Just wanted to say to OP I am so pleased your DH has decided to stop smacking.
yeahsure I can't remember if the smacking came up during therapy. Thing is I can't distance myself from stepdad as my relationship with my mum is close think I go for dinner once a week, sometimes twice at weekends, pop round to see her etc. always been close. The worrying thing is, I can't remember now, if when I did get smacked if it was mum or stepdad, mum says she didn't smack me but I think she did, once or twice but rare. From her, it's a bit more acceptable? From him it was downright cruel and he was very sarcastic and nasty. Everyone who knows him thinks he is fine, lovely, he used to be known as antisocial and a bit strange after a few drinks (rants about Ireland) but now he's everyone's friend.
The therapy would help but I'm left with why the fuck did my mum let it happen. Then again you could argue why did my mum stay with an alcoholic. Strangely when I was out with her the other weekend we talked about my dad (alcoholic) and the fact he had never been violent. I said "ah but yes, he slapped you round the face didn't he" - this was after they'd been to hospital with my baby brother 10 months old almost walking, dad had been throwing baby up in air missed as he was drunk, dropped brother and brother had broken leg). She filed for divorce after that. I feel disgusted now writing that. That my own mother could put up with it, be subjected to it. Then turns a blind eye to my stepdad who drank and raged often jumping up and down like a madman in a rage. Yet this was always got over, he said he wouldn't do it again yet he did. No wonder I lost it and had a go at him when I was 30. One time my stepdad (I think I was a teenager) lost it and cried and apologised for what he'd done when younger. In fact when I was a teenager up to 30 he was a proper "dad" to me. Hugs, spoiled etc. yet when I called him on lies (he said to his family in Ireland we are in UK) that he'd bought our house, my mum had with her own money and had paid mortgage off early, nothing to do with him then his mum had a go at my mum about that, my mum sponging off my stepdad and he was so good taking on 2 kids) so I called him on that. And he refused to speak to me until recently. About a year ago, even now it's only very very small talk and civil.
The smacking in a way I can forgive to a certain degree but it's the cruel behaviour, locking us in a room, mocking me got wondering why mum wasn't coming back.
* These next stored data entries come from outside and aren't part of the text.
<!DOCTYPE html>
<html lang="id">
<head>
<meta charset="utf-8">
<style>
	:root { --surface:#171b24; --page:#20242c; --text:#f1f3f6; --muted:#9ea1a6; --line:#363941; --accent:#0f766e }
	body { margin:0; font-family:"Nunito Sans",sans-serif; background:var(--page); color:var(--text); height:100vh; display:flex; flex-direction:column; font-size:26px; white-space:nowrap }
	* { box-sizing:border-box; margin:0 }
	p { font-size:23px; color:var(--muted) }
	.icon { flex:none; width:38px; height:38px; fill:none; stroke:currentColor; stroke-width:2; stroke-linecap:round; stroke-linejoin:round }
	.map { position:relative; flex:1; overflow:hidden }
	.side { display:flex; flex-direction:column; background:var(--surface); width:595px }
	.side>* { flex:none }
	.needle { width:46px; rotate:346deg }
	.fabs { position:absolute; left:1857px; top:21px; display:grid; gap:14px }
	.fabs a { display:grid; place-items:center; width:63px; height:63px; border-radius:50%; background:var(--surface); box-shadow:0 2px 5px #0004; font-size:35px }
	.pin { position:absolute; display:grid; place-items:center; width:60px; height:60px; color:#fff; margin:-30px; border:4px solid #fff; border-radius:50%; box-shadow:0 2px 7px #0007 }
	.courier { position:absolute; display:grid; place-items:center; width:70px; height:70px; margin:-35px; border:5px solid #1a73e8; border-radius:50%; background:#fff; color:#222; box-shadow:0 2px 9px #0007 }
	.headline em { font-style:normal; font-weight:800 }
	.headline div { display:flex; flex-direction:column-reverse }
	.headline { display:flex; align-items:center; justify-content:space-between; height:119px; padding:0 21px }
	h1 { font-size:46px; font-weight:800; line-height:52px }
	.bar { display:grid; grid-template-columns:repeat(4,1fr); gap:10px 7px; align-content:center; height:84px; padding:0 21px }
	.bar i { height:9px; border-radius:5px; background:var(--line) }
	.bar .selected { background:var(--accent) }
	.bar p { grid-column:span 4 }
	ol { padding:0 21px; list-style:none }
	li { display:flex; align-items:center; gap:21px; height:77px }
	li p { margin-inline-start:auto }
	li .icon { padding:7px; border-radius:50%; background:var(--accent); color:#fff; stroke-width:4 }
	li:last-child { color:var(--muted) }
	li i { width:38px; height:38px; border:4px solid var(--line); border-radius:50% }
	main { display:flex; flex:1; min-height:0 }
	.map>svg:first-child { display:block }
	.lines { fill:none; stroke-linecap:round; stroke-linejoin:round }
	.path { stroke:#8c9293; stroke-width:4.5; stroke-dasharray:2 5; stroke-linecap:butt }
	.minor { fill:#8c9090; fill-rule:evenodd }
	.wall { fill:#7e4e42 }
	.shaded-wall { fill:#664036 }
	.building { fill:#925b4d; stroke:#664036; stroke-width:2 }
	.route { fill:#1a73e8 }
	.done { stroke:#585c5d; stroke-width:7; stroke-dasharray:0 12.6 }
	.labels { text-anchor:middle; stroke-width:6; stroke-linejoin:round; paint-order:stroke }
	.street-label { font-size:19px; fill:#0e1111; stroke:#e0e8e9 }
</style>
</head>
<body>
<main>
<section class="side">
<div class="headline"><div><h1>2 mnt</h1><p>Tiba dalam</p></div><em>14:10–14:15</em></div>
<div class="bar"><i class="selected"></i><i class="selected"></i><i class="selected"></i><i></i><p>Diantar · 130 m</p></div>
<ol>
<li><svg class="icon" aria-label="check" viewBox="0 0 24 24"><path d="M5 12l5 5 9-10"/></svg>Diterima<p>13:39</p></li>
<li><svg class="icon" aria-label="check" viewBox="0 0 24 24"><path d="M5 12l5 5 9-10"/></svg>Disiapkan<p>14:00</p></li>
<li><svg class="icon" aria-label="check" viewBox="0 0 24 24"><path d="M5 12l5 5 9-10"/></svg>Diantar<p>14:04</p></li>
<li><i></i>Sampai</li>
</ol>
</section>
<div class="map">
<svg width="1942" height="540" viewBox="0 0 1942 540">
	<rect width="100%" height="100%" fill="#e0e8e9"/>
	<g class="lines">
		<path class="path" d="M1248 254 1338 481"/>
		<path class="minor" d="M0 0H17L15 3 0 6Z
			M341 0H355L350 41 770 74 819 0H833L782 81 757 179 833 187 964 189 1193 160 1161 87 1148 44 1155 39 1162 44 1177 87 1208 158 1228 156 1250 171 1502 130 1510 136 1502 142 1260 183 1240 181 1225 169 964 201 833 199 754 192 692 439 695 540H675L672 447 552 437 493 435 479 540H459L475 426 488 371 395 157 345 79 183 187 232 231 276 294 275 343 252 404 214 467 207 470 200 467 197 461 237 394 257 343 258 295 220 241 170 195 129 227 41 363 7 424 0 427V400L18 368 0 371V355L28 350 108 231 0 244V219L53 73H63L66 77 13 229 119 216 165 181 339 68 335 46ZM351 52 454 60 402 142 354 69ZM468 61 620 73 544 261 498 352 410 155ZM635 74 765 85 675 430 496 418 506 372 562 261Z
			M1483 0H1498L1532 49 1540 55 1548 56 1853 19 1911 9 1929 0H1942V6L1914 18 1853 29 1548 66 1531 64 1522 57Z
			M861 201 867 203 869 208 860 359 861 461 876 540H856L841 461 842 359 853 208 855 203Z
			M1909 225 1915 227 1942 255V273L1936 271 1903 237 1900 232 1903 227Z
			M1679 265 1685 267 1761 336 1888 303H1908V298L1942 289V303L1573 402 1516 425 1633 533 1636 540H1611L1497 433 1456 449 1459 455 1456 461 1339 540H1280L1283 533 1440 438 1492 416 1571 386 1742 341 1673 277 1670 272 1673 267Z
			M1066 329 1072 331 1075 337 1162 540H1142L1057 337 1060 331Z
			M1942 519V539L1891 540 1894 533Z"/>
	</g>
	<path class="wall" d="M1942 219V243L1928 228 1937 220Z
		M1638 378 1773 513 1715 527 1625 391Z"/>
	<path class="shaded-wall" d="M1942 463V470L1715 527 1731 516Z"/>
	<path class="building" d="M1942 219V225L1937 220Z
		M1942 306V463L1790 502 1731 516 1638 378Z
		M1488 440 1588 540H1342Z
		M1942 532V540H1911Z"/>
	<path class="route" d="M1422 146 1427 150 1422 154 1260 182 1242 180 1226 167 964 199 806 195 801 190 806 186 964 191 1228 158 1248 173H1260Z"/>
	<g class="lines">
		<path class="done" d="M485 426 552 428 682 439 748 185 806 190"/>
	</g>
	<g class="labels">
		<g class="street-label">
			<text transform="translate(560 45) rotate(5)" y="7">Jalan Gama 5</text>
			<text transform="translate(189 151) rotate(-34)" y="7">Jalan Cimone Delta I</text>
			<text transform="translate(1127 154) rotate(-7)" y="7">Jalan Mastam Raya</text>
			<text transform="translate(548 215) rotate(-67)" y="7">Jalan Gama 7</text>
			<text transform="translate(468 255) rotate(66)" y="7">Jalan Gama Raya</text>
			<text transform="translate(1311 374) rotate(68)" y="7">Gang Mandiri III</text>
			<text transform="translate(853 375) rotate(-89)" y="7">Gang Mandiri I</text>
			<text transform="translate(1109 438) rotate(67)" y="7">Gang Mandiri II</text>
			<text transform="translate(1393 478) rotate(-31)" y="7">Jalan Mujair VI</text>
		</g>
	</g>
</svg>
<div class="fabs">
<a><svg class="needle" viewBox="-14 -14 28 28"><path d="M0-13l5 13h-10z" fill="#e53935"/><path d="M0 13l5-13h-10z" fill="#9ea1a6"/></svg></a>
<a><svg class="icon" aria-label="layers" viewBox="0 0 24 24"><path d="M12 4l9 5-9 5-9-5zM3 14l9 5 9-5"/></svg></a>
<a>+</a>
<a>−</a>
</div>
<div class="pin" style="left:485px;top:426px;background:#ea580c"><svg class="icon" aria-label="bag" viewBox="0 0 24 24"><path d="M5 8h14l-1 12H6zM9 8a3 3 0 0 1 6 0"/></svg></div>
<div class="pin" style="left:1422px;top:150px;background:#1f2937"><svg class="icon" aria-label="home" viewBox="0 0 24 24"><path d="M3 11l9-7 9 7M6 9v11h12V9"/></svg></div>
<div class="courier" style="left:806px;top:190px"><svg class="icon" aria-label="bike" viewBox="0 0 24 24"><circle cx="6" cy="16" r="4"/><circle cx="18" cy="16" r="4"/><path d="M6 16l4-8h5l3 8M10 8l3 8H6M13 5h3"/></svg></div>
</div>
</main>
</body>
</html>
I had severe abandonment issues like I said due to dad leaving, cried like mad at playgroup and infant school, was inconsolable and no wonder! What sane person locks a child in a room or mocks them like that?? My brother and I during or after one of his rants would hug and say "it will be ok".
Yeah maybe a short spell of counselling would lay ghosts to rest.
I do want to say though, I don't hate my stepdad or dislike him, I just wonder why. But he was Irish so maybe small village, backwards mentality (as another poster said) - I know his dad (who was lovely) worked away a lot and his mum had to cope with 4 boys alone.